Muharrem Karanfilci yazdı…
Süper Lig’de bir hafta daha geride kaldı. Bereketli geçen bir haftada, tam 42 gol atıldı. Tüm maçlarda gol oldu. Önümüzdeki günlerde, böyle bir haftanın tekrarlanacağını hiç sanmıyorum. Çünkü daha savunma ağırlıklı maçlara şahit olacağız. Sebebi ise her takımın, daha fazla puana ihtiyacı olacak. Aslında daha fazla puana ihtiyacı olmak, takımların daha fazla gol atma gereksinimini ön plana çıkarır. Ancak puan almak için savunma yapmak daha kolaydır. Gol atmak daha fazla beceri gerektiren bir olgudur.
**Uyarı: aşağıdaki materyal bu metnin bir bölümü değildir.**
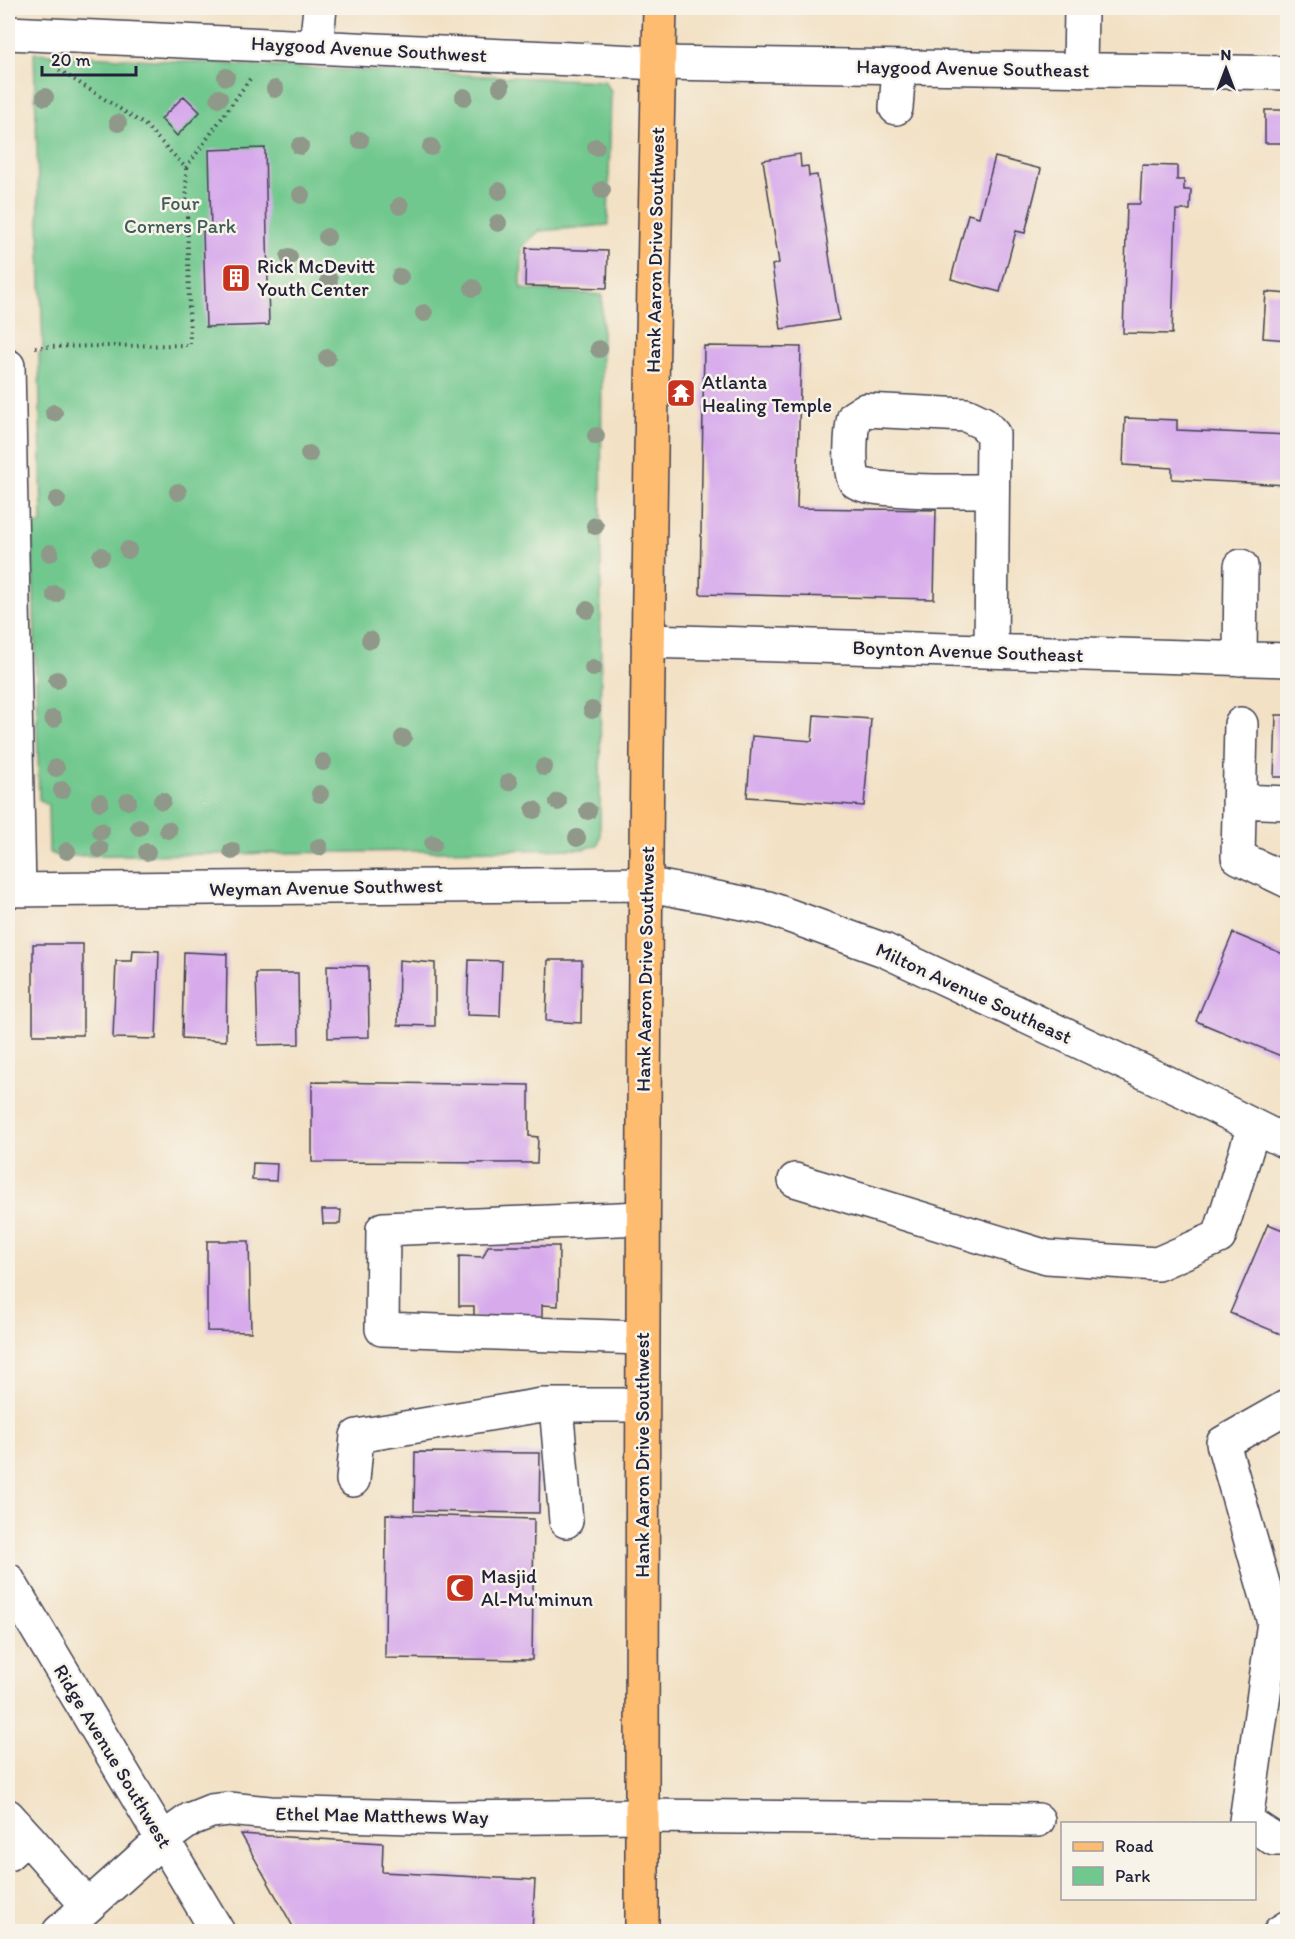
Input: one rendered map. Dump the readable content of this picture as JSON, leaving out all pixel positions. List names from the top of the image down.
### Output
{
  "streets": {
    "main road": ["Hank Aaron Drive Southwest"],
    "street": [
      "Haygood Avenue Southwest",
      "Haygood Avenue Southeast",
      "Boynton Avenue Southeast",
      "Weyman Avenue Southwest",
      "Milton Avenue Southeast",
      "Ridge Avenue Southwest",
      "Ethel Mae Matthews Way"
    ]
  },
  "crossings": [
    ["Haygood Avenue Southwest", "Haygood Avenue Southeast"],
    ["Haygood Avenue Southwest", "Hank Aaron Drive Southwest"],
    ["Haygood Avenue Southeast", "Hank Aaron Drive Southwest"],
    ["Hank Aaron Drive Southwest", "Boynton Avenue Southeast"],
    ["Hank Aaron Drive Southwest", "Weyman Avenue Southwest"],
    ["Hank Aaron Drive Southwest", "Milton Avenue Southeast"],
    ["Hank Aaron Drive Southwest", "Ethel Mae Matthews Way"],
    ["Weyman Avenue Southwest", "Milton Avenue Southeast"],
    ["Ridge Avenue Southwest", "Ethel Mae Matthews Way"]
  ],
  "parks": ["Four Corners Park"],
  "places": {
    "building": ["Rick McDevitt Youth Center"],
    "temple": ["Atlanta Healing Temple"],
    "mosque": ["Masjid Al-Mu'minun"]
  },
  "legend": ["Road", "Park"],
  "scale_bar": "20 m",
  "north": "top"
}
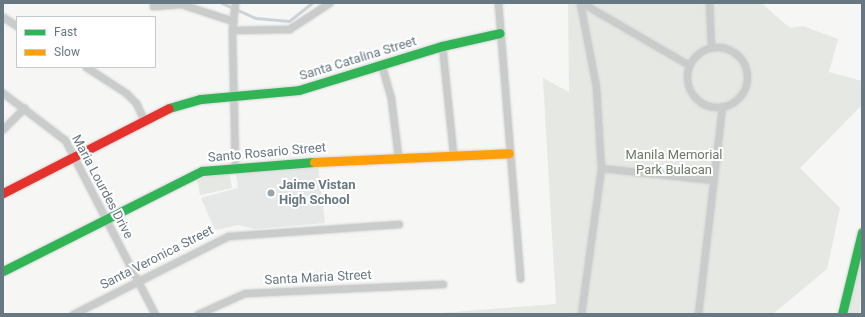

Bizim ligimizde maalesef bu durumun, birkaç takımımızın dışında, çok fazla takımda olduğunu söyleyemem.
Transferde ara dönem açıldı. Takımlarımız bütçeleri doğrultusunda, kadrolarına takviye yapacaklar. Yeni yeni yıldızlar gelmeye başladı bile… Futbolda, yeni yıldızlar birer birer ülkemize gelirken, sinema, tiyatro ve müzik alanındaki yıldızlarımız, geçmişte Gezi Olaylarına katılmalarından dolayı, polis eşliğinde ifadeye çağrıldı. Elbette bu yıldızlar arasında, hükümet yanlısı yıldızlar yoktu. Çok da şaşırdığımız bir durum değil. Ülkenin durumu, bendensen her şeyi yapabilirsin, değilsen aldığın nefese dikkat et mantığı… Ümit GÖZDAĞ’ını tutuklayan tehdit, toplum içinde yine gözdağı olarak, kol gezmeye devam edecek. Sanatçıların menajeri Ayşe Barım’a, sanatçıları organize ederek, “Türkiye Cumhuriyeti’ni ortadan kaldırma teşebbüsüne yardım” suçundan tutuklama talebi geldi. Neyle ortadan kaldıracak bu insanlar devleti? Rol yaparak mı, şarkı söyleyerek mi? Ortada silah yok, şiddet yok. Lafı güzaf…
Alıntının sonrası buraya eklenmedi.